In this notebook, we'll implement a MCTS([[1]](#1), [[2]](#2)) planning and use it to solve some Gym envs.

![image.png](https://i.postimg.cc/6QmwnjPS/image.png)

__How it works?__
We just start with an empty tree and expand it. There are several common procedures.

__1) Selection__
Starting from the root, recursively select the node that corresponds to the tree policy.  

There are several options for tree policies, which we saw earlier as exploration strategies: epsilon-greedy, Thomson sampling, UCB-1.

__2) Expansion__
After the selection procedure, we can achieve a leaf node or node in which we don't complete actions. In this case, we expand the tree by feasible actions and get new state nodes. 

__3) Simulation__
How we can estimate node Q-values? The idea is to estimate action values for a given _rollout policy_ by averaging the return of many simulated trajectories from the current node. Simply, we can play with random or some special policy or use some model that can estimate it.

__4) Backpropagation__
The reward of the last simulation is backed up through the traversed nodes and propagates Q-value estimations, upwards to the root.

$$
Q({\text{parent}}, a) = r + \gamma \cdot Q({\text{child}}, a)
$$

There are a lot modifications of MCTS, more details about it you can find in this paper [[4]](#4)

![MCTS](assets/MCTS.png)

### Tree policy: UCB-1

It was shown that in MCTS, UCB-1 achieves a good result. Further, we will consider the one, but you can try to use others. See the post from [Lil'Log](https://lilianweng.github.io/posts/2018-01-23-multi-armed-bandit/). Here's a plot from there for UCB treating our Q-estimates for every action in a fixed state:

![Q-UCB](https://lilianweng.github.io/posts/2018-01-23-multi-armed-bandit/bern_UCB.png)

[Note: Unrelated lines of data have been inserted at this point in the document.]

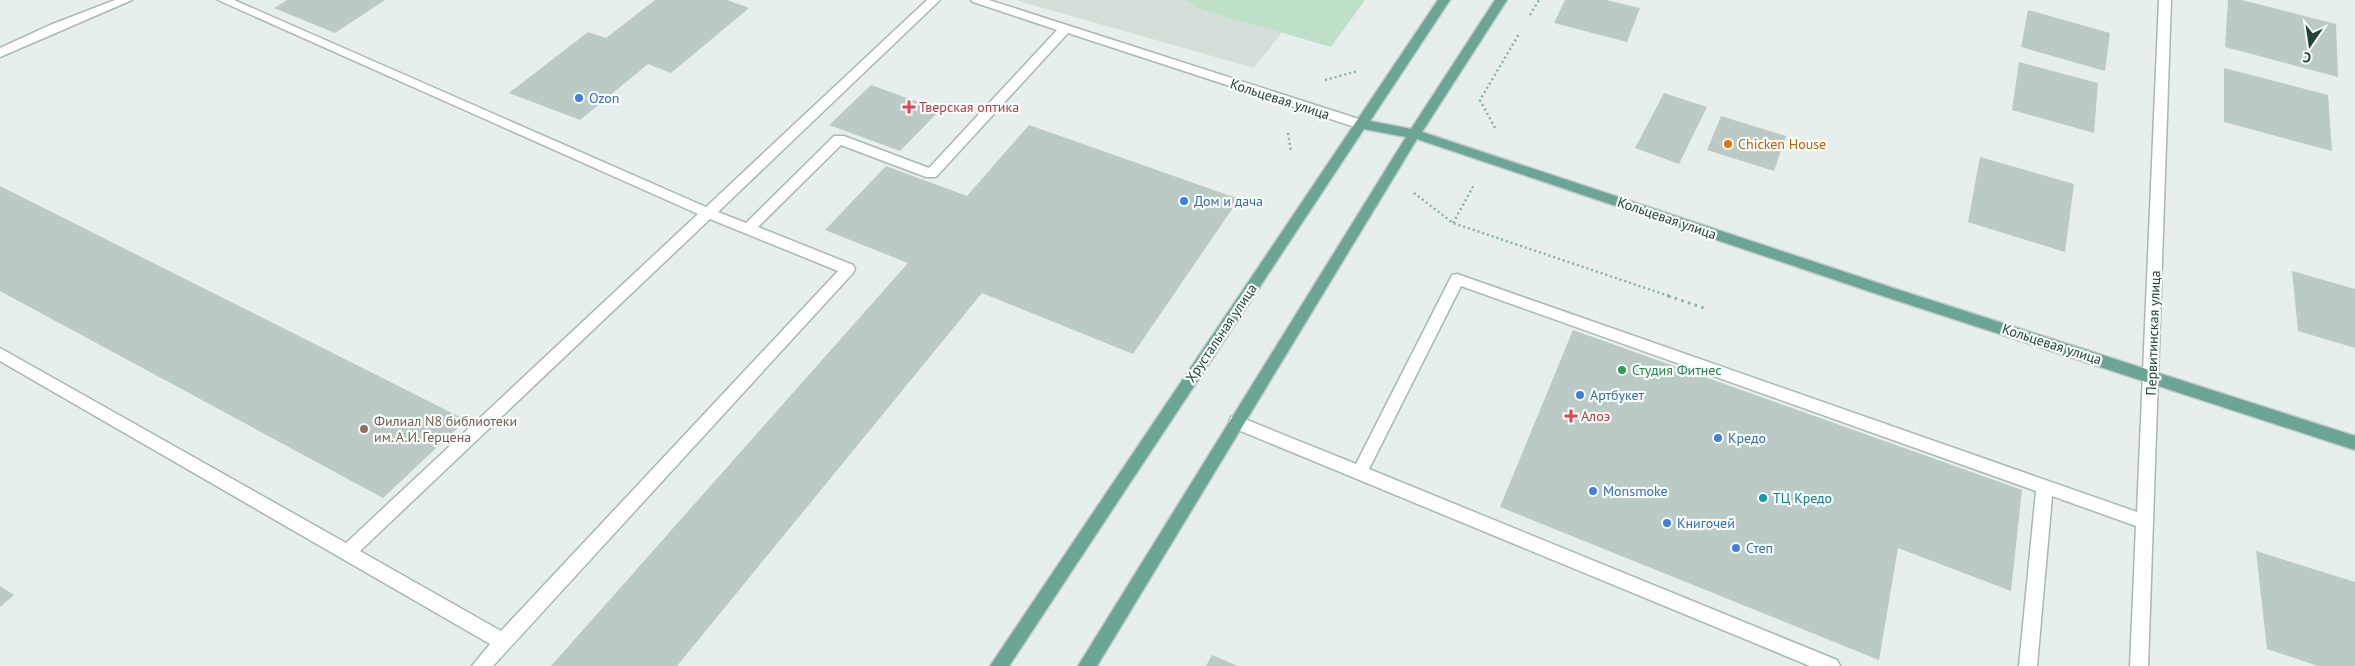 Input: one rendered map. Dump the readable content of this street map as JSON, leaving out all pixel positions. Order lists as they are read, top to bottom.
{
  "streets": {
    "main road": ["Кольцевая улица", "Хрустальная улица"],
    "street": ["Первитинская улица"]
  },
  "crossings": [
    ["Кольцевая улица", "Хрустальная улица"],
    ["Кольцевая улица", "Первитинская улица"]
  ],
  "places": {
    "other": [
      "Ozon",
      "Chicken House",
      "Дом и дача",
      "Студия Фитнес",
      "Артбукет",
      "Филиал N8 библиотеки им. А.И. Герцена",
      "Кредо",
      "Monsmoke",
      "ТЦ Кредо",
      "Книгочей",
      "Степ"
    ],
    "health": ["Тверская оптика", "Алоэ"]
  },
  "north": "bottom"
}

Following the UCB-1 tree policy, we will choose an action that, on one hand, we expect to have the highest return, and on the other hand, we haven't explored much.

$$
\DeclareMathOperator*{\argmax}{arg\,max}
$$

$$
\dot{a} = \argmax_{a} \dot{Q}(s, a)
$$

$$
\dot{Q}(s, a) = Q(s, a) + C_p \sqrt{\frac{2 \log {N}}{n_a}}
$$

where: 
- $N$ - number of times we have visited state $s$,
- $n_a$ - number of times we have taken action $a$,
- $C_p$ - exploration balance parameter, which is performed between exploration and exploitation. 

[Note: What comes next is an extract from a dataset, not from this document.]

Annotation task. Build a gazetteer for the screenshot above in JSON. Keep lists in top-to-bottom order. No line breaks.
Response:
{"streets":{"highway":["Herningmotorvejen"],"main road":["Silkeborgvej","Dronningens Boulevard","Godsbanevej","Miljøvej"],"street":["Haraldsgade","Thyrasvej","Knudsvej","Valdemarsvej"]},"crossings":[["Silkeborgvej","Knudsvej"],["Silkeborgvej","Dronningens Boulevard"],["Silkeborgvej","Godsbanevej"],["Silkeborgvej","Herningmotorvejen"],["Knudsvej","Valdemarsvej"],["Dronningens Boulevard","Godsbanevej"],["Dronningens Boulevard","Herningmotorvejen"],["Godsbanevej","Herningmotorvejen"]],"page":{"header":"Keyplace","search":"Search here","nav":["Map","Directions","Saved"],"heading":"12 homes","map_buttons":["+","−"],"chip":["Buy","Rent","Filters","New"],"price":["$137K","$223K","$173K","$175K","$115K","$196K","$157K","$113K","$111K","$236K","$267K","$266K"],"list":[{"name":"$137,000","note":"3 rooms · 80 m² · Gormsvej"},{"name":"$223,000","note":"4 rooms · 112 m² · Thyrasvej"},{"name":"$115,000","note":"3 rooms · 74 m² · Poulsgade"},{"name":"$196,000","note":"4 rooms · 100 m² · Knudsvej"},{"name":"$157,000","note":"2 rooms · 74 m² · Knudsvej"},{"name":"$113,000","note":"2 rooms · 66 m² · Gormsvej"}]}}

Using Hoeffding inequality for rewards $R \in [0,1]$ it can be shown [[3]](#3) that optimal $C_p = 1/\sqrt{2}$. For rewards outside this range, the parameter should be tuned. You can experiment with other values.

In [1]:
try:
    import google.colab
    COLAB = True
except ModuleNotFoundError:
    COLAB = False
    pass

if COLAB:
    !pip -q install "gymnasium[classic-control, atari, accept-rom-license]"
    !pip -q install piglet
    !pip -q install imageio_ffmpeg
    !pip -q install moviepy==1.0.3

In [2]:
import numpy as np
import matplotlib.pyplot as plt
from IPython.display import clear_output
from itertools import count
%matplotlib inline

In [3]:
env_name = 'CartPole-v1'

---

But before we do that, we first need to make a wrapper for Gym environments to allow saving and loading game states to facilitate backtracking.

In [4]:
import gymnasium as gym
from gymnasium.core import Wrapper
from pickle import dumps, loads
from collections import namedtuple

# a container for get_result function below. Works just like tuple, but prettier
ActionResult = namedtuple(
    "action_result", 
    ("snapshot", "observation", "reward", "terminated", "truncated", "info")
)


class WithSnapshots(Wrapper):
    """
    Creates a wrapper that supports saving and loading environemnt states.
    Required for planning algorithms.

    This class will have access to the core environment as self.env, e.g.:
    - self.env.reset()           #reset original env
    - self.env.ale.cloneState()  #make snapshot for atari. load with .restoreState()
    - ...

    You can also use reset() and step() directly for convenience.
    - s, info = self.reset()                   # same as self.env.reset()
    - s, r, terminated, truncated, info = self.step(action)  # same as self.env.step(action)
    
    Note that while you may use self.render(), it will spawn a window that cannot be pickled.
    Thus, you will need to call self.close() before pickling will work again.
    """

    def get_snapshot(self, render=False):
        """
        :returns: environment state that can be loaded with load_snapshot 
        Snapshots guarantee same env behaviour each time they are loaded.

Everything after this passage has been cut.